[Task brief] Check each line of the entries below for the word "halo", and copy the lines that have it.

[Excerpted data]
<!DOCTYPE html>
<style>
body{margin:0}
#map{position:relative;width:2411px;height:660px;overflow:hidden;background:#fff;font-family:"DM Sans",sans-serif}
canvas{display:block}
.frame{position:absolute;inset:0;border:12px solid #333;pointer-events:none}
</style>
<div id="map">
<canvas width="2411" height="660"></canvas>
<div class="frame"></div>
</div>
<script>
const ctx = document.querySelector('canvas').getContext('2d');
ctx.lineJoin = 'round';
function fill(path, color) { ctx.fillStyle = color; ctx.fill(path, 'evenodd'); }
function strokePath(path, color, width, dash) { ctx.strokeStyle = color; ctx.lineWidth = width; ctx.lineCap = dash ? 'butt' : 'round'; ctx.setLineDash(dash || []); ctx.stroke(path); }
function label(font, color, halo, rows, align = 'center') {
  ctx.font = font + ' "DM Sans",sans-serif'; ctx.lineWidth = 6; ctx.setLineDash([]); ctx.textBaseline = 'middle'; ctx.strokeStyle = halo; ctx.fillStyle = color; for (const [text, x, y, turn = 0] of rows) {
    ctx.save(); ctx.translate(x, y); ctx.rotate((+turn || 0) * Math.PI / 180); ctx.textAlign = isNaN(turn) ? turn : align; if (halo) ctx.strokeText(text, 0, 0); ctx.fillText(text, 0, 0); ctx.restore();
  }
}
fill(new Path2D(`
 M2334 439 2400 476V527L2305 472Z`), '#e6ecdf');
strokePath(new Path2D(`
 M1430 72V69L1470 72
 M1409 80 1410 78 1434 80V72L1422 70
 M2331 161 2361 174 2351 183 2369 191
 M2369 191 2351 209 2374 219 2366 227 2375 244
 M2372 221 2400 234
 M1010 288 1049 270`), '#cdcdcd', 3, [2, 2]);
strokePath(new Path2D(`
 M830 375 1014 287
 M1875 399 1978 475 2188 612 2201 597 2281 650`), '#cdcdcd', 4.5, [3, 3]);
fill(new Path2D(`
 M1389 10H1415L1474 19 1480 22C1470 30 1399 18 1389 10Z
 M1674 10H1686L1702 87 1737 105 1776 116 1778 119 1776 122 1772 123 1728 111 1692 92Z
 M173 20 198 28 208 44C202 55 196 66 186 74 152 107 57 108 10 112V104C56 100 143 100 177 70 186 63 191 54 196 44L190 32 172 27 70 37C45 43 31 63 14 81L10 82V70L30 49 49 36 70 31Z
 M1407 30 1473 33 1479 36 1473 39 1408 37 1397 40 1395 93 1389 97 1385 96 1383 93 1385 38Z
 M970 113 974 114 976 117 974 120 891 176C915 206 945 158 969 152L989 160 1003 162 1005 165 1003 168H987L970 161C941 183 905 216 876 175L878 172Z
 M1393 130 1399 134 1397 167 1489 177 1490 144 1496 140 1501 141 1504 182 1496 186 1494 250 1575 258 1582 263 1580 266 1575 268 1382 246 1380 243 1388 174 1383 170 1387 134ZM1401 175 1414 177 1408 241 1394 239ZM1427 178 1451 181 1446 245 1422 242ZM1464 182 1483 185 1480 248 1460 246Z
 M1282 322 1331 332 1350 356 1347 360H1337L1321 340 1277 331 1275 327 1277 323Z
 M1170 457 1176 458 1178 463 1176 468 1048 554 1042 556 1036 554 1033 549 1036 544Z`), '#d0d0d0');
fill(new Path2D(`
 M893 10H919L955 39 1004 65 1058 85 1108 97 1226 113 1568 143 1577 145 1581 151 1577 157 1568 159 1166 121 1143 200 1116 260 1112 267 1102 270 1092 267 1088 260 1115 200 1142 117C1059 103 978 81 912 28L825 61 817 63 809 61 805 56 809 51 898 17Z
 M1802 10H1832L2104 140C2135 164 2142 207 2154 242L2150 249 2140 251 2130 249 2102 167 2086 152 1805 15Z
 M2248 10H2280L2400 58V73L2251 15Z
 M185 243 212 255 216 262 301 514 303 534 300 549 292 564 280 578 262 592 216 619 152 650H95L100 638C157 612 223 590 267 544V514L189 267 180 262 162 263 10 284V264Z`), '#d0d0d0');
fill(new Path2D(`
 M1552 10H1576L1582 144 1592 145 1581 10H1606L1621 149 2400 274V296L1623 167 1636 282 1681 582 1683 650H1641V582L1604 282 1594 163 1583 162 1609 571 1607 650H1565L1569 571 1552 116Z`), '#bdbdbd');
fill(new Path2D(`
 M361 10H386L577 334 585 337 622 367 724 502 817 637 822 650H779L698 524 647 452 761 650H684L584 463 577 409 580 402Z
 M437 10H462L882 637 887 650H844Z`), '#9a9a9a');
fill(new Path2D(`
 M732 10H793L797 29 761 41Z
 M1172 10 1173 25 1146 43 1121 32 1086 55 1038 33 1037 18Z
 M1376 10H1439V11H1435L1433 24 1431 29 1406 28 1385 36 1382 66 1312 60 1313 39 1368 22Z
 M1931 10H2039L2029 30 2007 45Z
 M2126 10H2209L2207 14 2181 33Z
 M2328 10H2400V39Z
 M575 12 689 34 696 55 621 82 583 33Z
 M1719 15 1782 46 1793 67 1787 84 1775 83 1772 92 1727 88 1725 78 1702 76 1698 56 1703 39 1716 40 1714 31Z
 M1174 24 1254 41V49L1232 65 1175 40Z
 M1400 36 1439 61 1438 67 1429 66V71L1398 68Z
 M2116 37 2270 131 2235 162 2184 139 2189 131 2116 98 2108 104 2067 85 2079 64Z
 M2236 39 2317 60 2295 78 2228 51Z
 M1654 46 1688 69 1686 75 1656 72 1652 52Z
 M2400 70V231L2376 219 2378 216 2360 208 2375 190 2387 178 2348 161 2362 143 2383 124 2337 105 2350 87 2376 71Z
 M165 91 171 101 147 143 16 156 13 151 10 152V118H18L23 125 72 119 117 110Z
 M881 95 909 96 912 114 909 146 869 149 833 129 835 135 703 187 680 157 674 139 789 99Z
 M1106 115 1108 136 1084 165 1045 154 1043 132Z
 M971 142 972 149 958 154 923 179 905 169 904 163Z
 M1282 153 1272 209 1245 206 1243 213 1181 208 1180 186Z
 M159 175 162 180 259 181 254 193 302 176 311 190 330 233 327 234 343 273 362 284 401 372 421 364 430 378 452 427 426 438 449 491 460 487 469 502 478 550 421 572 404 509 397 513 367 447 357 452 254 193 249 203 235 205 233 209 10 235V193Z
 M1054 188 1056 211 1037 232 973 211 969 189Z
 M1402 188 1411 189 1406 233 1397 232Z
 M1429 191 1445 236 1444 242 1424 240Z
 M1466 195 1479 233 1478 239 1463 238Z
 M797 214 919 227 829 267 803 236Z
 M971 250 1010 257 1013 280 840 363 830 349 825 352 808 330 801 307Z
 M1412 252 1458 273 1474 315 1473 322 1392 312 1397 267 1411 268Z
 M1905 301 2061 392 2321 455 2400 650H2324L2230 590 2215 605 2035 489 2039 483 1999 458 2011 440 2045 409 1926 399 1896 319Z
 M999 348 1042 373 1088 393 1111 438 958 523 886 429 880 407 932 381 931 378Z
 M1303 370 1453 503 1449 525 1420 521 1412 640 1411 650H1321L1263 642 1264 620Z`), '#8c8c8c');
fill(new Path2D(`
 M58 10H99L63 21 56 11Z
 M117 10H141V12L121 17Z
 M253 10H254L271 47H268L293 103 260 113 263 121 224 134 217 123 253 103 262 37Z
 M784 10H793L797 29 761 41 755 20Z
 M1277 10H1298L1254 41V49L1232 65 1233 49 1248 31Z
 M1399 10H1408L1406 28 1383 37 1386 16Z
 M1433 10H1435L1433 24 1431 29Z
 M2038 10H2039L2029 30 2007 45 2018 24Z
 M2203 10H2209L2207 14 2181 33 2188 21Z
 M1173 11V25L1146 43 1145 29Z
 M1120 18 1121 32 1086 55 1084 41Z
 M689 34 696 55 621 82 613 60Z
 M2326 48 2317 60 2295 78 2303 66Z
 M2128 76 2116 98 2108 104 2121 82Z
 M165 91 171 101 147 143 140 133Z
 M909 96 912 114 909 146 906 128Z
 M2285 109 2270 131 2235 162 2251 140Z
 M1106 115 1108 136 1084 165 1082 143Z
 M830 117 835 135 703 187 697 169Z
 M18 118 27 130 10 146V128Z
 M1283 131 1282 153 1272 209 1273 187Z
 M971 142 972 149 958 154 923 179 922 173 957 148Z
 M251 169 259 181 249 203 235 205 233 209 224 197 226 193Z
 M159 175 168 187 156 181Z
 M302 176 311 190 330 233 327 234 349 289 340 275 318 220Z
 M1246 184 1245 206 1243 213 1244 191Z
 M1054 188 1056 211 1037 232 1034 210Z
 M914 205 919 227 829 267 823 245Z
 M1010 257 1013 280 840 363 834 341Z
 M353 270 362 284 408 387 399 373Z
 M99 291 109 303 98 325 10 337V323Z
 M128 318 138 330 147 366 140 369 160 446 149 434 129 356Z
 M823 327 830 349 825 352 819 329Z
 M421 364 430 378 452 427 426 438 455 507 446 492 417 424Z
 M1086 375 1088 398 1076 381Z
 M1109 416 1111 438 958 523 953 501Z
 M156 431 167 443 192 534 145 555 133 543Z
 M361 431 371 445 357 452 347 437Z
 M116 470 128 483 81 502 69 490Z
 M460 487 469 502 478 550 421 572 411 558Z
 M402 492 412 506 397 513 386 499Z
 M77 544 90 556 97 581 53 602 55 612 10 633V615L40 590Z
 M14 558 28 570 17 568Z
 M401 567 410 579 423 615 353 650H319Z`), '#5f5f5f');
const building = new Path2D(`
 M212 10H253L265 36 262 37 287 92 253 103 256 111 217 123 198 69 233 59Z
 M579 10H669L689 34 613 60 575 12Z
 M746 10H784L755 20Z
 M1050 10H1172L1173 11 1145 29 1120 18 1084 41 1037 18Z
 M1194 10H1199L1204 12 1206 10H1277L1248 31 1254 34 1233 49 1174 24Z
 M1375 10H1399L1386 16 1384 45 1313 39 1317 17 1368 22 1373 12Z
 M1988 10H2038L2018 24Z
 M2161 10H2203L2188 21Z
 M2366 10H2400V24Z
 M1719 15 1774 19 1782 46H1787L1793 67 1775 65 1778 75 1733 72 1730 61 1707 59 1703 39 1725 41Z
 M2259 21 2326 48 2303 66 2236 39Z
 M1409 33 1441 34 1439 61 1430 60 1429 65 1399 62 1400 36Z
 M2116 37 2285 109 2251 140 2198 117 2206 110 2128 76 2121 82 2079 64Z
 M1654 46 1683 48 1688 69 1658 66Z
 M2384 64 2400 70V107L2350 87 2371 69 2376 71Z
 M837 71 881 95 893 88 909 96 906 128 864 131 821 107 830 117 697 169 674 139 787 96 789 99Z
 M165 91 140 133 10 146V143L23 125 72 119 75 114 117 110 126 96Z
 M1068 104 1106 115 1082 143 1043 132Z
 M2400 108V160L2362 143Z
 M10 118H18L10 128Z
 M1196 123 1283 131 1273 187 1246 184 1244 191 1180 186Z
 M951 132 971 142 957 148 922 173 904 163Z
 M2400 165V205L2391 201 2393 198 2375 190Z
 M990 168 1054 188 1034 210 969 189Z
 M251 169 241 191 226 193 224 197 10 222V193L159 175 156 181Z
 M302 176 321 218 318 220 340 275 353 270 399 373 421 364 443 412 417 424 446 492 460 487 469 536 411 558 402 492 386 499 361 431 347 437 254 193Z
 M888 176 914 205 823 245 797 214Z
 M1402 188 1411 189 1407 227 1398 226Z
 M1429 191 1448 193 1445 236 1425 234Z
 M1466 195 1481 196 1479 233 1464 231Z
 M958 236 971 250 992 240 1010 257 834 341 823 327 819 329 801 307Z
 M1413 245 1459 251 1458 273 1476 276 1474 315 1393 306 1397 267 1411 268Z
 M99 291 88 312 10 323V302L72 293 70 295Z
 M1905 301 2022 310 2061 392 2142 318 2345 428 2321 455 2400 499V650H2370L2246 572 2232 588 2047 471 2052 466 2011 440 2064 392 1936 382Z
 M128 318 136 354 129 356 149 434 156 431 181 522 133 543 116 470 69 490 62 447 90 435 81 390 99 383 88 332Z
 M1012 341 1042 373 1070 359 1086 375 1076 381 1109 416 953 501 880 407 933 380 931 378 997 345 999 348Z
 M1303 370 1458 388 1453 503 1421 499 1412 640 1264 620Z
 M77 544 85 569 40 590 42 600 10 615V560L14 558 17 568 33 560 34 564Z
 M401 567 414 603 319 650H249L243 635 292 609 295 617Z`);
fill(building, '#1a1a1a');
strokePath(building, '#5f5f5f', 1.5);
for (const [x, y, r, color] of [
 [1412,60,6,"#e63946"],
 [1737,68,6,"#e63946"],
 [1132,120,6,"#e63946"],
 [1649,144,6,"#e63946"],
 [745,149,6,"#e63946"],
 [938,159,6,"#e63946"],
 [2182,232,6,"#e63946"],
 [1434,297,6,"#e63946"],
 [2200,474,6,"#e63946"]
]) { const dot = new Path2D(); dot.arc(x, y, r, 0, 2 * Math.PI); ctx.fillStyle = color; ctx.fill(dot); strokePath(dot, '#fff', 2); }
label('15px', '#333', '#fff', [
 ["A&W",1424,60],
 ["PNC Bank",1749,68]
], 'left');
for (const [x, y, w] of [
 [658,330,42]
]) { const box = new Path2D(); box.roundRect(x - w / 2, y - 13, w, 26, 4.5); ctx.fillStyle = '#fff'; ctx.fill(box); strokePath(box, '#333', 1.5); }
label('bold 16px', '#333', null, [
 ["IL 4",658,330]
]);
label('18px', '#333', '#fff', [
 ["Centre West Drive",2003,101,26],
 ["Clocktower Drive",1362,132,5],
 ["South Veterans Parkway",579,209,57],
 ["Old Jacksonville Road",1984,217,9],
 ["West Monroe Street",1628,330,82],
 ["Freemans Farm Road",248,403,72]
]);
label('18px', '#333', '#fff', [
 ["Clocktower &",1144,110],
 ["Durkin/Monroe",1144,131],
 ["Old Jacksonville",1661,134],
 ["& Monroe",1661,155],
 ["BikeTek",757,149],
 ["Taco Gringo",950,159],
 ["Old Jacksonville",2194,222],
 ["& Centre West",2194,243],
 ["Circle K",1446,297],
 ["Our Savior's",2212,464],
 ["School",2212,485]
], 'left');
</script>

[Output for this exercise]
function label(font, color, halo, rows, align = 'center') {
  ctx.font = font + ' "DM Sans",sans-serif'; ctx.lineWidth = 6; ctx.setLineDash([]); ctx.textBaseline = 'middle'; ctx.strokeStyle = halo; ctx.fillStyle = color; for (const [text, x, y, turn = 0] of rows) {
    ctx.save(); ctx.translate(x, y); ctx.rotate((+turn || 0) * Math.PI / 180); ctx.textAlign = isNaN(turn) ? turn : align; if (halo) ctx.strokeText(text, 0, 0); ctx.fillText(text, 0, 0); ctx.restore();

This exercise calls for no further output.